Real estate investment trusts (REITs) rebounded from a marginal April to set the pace for investments across the board in May. REITs outpaced the broader equity markets as they have been doing for much of the year.
Analysts attribute the recent success of REITs to positive near-term fundamentals and the influx of capital into the sector. According to REIT.com, the FTSE/NAREIT All REIT Index had a May return of 2.3%, while the S&P 500 Index gained 1.8%. For the year to May 31, the FTSE/NAREIT All REIT Index return was 6.5%, while the S&P 500 Index posted a 3.6% return.
Many industry pundits share the same sentiment towards REITs going forward: Fundamentals supporting the REIT sector should remain strong for the remainder of 2016, and cap rates should increase, albeit modestly.
They are enthused about the formation of a real estate sector on the S&P 500 in September that should increase REITs's exposure. Mutual fund managers will likely infuse fresh capital into the newly developed sector as they look to diversify.
Investors will have a number of attractive options. But one company that stands out is Digital Realty Trust (DLR) - Get Report , a strong dividend stock. The company recently replaced Time Warner Cable on the S&P 500 and operates in a growing space. Organizations are relying increasingly on data to make decisions and operate more efficiently but may not have the budget or inclination to create onsite facilities.
According to data provided by Cisco, "Globally, IP traffic will grow three-fold from 2015 to 2020, a compound annual growth rate of 22%." The report also suggested "Internet traffic will grow 3.0-fold from 2015 to 2020, a compound annual growth rate of 25%."

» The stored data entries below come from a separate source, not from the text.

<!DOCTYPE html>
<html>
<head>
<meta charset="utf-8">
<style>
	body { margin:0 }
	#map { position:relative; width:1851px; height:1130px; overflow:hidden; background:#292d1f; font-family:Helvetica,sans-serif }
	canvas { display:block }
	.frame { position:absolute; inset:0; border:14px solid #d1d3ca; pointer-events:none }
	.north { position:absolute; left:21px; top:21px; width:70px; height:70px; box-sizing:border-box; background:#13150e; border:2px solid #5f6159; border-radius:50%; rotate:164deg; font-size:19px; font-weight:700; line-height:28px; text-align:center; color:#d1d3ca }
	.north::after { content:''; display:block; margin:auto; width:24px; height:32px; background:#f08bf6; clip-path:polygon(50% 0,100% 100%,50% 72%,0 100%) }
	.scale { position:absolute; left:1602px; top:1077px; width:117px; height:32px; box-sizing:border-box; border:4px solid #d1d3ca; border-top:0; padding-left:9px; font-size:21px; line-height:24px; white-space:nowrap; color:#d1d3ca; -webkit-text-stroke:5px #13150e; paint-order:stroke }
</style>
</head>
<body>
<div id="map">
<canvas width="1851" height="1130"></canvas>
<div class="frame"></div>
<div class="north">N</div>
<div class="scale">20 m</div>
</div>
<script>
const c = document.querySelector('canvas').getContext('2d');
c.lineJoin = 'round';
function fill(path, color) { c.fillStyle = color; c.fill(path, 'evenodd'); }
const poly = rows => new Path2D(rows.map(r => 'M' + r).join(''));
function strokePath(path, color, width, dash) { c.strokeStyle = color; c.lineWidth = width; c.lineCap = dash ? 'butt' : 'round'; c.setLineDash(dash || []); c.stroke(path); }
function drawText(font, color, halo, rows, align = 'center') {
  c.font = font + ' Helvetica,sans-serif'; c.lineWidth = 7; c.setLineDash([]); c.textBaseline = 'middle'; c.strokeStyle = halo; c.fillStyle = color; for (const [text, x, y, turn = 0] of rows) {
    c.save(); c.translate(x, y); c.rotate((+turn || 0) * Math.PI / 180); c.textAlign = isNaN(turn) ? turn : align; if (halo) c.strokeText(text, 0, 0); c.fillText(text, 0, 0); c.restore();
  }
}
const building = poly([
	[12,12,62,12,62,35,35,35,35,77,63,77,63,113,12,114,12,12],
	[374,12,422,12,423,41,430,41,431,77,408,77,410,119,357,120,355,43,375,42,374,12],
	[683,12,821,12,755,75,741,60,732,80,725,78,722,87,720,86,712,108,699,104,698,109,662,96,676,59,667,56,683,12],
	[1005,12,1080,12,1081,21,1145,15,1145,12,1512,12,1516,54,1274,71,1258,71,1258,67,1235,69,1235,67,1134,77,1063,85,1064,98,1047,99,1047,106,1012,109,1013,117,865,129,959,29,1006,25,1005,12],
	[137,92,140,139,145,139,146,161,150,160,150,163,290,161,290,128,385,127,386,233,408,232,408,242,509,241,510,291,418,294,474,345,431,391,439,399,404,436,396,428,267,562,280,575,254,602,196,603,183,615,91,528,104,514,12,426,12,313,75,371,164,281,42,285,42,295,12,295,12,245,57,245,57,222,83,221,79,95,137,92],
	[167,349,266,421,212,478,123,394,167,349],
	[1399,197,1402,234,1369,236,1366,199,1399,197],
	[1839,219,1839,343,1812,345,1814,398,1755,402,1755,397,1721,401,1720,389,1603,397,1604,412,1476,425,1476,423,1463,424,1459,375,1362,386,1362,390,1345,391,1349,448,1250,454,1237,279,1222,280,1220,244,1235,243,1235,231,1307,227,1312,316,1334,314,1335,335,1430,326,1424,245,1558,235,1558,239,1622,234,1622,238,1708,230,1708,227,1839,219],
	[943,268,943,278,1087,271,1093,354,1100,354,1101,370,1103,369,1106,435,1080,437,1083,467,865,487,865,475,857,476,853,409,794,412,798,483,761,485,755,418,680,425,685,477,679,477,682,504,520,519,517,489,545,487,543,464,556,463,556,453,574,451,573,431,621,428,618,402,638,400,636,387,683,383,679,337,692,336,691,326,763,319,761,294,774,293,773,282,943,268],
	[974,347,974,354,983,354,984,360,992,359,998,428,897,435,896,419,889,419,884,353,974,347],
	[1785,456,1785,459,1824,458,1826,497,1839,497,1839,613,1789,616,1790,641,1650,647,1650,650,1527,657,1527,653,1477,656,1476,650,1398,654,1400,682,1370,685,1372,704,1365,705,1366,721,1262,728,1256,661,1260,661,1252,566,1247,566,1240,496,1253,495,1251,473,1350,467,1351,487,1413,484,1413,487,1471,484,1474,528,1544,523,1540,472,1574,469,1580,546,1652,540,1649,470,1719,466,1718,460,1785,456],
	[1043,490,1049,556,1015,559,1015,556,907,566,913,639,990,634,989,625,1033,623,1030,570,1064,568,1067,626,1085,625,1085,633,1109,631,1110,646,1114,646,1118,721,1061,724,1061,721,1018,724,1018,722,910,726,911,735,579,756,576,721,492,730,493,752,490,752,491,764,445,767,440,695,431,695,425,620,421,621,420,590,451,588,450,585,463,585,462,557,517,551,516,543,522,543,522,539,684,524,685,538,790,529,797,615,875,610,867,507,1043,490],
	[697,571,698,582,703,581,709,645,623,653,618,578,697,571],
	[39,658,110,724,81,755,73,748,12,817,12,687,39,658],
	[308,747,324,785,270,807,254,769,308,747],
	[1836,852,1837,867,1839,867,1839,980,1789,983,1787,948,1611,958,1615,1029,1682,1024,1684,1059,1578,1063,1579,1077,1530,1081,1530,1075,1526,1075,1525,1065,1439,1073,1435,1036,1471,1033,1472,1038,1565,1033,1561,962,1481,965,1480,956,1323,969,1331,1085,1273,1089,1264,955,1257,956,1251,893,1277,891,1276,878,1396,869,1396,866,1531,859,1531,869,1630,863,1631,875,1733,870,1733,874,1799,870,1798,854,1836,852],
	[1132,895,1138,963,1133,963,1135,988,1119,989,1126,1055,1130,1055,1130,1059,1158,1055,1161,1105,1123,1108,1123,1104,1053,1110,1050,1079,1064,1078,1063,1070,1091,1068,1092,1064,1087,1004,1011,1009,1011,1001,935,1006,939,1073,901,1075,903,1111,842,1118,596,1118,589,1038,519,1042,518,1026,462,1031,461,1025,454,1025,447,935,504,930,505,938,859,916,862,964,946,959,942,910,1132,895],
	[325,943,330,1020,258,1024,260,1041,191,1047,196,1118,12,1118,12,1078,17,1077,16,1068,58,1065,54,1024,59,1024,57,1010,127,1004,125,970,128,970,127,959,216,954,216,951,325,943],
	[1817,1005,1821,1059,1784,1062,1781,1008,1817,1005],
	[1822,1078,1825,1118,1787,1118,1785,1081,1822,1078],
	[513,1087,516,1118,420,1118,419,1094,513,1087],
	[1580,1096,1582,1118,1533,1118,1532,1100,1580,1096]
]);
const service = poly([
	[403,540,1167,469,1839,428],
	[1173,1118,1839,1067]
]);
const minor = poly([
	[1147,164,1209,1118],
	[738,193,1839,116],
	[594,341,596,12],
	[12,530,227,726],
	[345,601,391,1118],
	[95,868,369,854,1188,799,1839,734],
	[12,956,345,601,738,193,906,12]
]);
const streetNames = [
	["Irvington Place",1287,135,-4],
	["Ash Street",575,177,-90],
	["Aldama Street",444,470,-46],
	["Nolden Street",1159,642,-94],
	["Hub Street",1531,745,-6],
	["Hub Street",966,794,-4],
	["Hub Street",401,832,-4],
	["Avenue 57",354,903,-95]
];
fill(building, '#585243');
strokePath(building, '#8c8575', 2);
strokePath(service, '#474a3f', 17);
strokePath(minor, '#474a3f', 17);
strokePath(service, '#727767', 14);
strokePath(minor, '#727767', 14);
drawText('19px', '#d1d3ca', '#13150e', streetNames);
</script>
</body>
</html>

"Globally, the average Internet user will generate 44.1 gigabytes of Internet traffic per month in 2020, up 134% from 18.9 gigabytes per month in 2015, a CAGR of 19%," said the report.

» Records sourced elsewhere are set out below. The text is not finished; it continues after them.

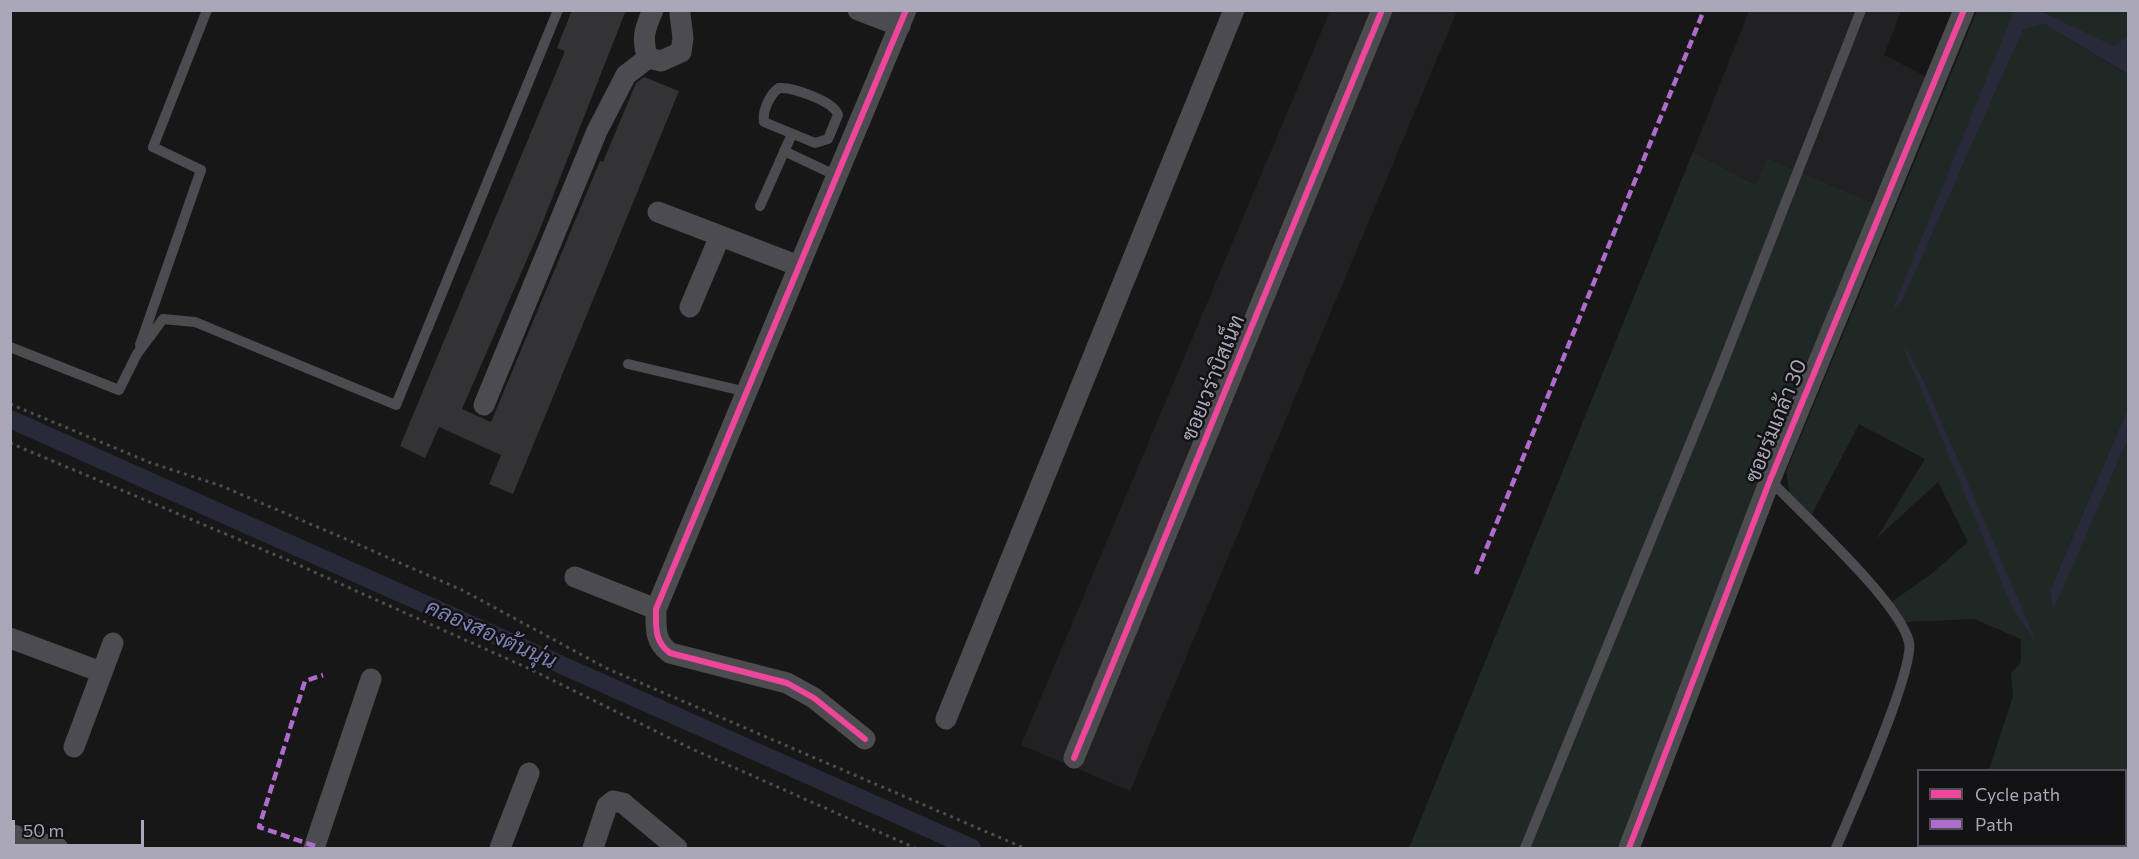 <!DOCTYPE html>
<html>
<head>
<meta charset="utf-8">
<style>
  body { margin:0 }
  #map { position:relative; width:2139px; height:859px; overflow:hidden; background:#171717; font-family:Commissioner,sans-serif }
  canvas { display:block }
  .frame { position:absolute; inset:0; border:12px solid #aaa7b8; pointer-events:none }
  .legend { position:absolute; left:1917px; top:769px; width:210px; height:78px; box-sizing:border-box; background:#121113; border:2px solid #4f4d55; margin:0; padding:8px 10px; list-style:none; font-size:18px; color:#aaa7b8 }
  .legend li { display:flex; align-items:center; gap:12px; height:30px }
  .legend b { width:30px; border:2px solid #4f4d55 }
  .scale { position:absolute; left:12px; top:820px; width:132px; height:27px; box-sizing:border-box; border:3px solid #aaa7b8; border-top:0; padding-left:8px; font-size:18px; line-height:21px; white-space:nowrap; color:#aaa7b8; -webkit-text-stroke:4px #121113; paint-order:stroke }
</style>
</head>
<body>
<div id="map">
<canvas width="2139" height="859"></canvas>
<div class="frame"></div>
<ul class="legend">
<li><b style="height:8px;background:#ed469a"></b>Cycle path</li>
<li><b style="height:8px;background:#b06ccc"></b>Path</li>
</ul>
<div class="scale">50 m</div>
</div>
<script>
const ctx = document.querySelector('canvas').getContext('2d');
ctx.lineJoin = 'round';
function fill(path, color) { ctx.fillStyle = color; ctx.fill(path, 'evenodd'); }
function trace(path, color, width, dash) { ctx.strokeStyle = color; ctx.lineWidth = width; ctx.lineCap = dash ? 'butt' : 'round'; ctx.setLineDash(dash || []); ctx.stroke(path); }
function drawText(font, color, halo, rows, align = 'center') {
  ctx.font = font + ' Commissioner,Sarabun,sans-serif'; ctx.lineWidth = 5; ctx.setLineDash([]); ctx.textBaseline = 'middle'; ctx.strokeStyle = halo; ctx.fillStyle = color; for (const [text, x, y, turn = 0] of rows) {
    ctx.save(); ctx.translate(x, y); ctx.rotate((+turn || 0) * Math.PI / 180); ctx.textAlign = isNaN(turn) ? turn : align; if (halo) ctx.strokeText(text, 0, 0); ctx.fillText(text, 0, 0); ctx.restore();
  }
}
const built = new Path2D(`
  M1330,11H1457L1130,791L1021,745Z
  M1749,11H1901L1884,55L1927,77L1874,203L1767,158L1756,185L1693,152Z`);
const green = new Path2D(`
  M1977,11H2014L1893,309L1903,300L2023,30L2044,24L2125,73L2128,70V408L2050,590L2053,610L2128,439V848H1964L1965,846H2126V770H1989L2013,696L2011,673L2021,662V639L1974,619L1904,622L1890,603L1930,575L1968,542L1938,482L1876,539L1925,459L1859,424L1812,514L1791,501L1786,472ZM1901,341L1925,383L2034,638Z
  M2037,11H2128V35L2114,46Z
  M1693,152L1756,185L1767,158L1874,203L1620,848H1409Z`);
const water = new Path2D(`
  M2014,10L2042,12L2114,46L2128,35V70L2126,73L2044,24L2023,30L1903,300L1892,311Z
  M1898,334L1925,383L2036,641L2013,609Z
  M2128,408V439L2053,611L2050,590Z`);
const canal = new Path2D(`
  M10,419L972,848`);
const building = new Path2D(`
  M572,10H626L538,234L462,409L491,422L600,161L603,162L636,83L644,77L679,91L513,494L489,484L501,455L439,427L425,458L400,446L565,51L557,48Z`);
const path = new Path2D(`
  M10,404L151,463L219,485L348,540L464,591L606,668L1024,848
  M10,443L292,562L532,670L690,748L915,848`);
const lane = new Path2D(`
  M779,88C792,87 834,101 838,115L828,139L815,143L764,122C762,111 770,94 779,88Z
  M784,151L837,176
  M760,206L792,134
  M140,345L201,170L153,147L207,10
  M10,347L119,390L137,354L163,319L195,322L396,405L558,10
  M628,364L747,392
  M1770,480C1802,514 1899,601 1909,642C1915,669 1850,815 1836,848
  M1525,848L1717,378L1861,10`);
const street = new Path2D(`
  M653,10C645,28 641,39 648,58L661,61L681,52L683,38L680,14
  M858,10L900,26
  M658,212L799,266
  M690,307L720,236
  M484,405L597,131L626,75L648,58
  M575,577L656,609
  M10,638L101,672
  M946,719L1234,10
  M865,739L814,698L787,683L670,653C654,641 656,627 656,609L906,10
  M74,747L113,643
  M1074,758L1382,10
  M10,834L58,848
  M314,848L371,679
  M500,848L529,773
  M593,848L607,806L613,801L623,803L677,848
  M1629,848L1770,480L1964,10`);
const quiet = new Path2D(`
  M1476,574L1704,10
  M315,846L259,827L305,681L323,675`);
const cycleway = new Path2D(`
  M865,739L814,698L787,683L670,653C654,641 656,627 656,609L906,10
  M1074,758L1382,10
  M1629,848L1770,480L1964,10`);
const streetNames = [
  ["ซอยเวร่าบิสเน็ท",1213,378,-68],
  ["ซอยร่มเกล้า 30",1776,421,-68]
];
const waterNames = [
  ["คลองสองต้นนุ่น",491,634,24]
];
fill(built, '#212123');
fill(green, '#202825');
fill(water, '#292a39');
trace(canal, '#292a39', 18);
fill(building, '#333335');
trace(path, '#4d4d52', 3, [3, 4.5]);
trace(lane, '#4c4b50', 10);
trace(street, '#4c4b50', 21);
trace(quiet, '#b06ccc', 4.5, [9, 4.5]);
trace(cycleway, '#ed469a', 6);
drawText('21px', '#aaa7b8', '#121113', streetNames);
drawText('italic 22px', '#7d7fb4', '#121113', waterNames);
</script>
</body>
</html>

San Francisco-based Digital Realty uses a huge network of data servers in Europe, North America and the Pacific rim to store and help manage data for companies. The company finished Tuesday trading at nearly $105 a share. Over the past year, its price has increased an impressive 50% and its market capitalization has surpassed $14 billion. A number of industry experts have rated the company an "outperform" or "strong buy."
In addition, over the past decade, Digital Realty has tripled its dividend yields to shareholders. In each of those years, average returns never dipped below 19%. As such, it is a good play for investors looking to hedge against market volatility.
This article is commentary by an independent contributor. At the time of publication, the author held no positions in the stocks mentioned.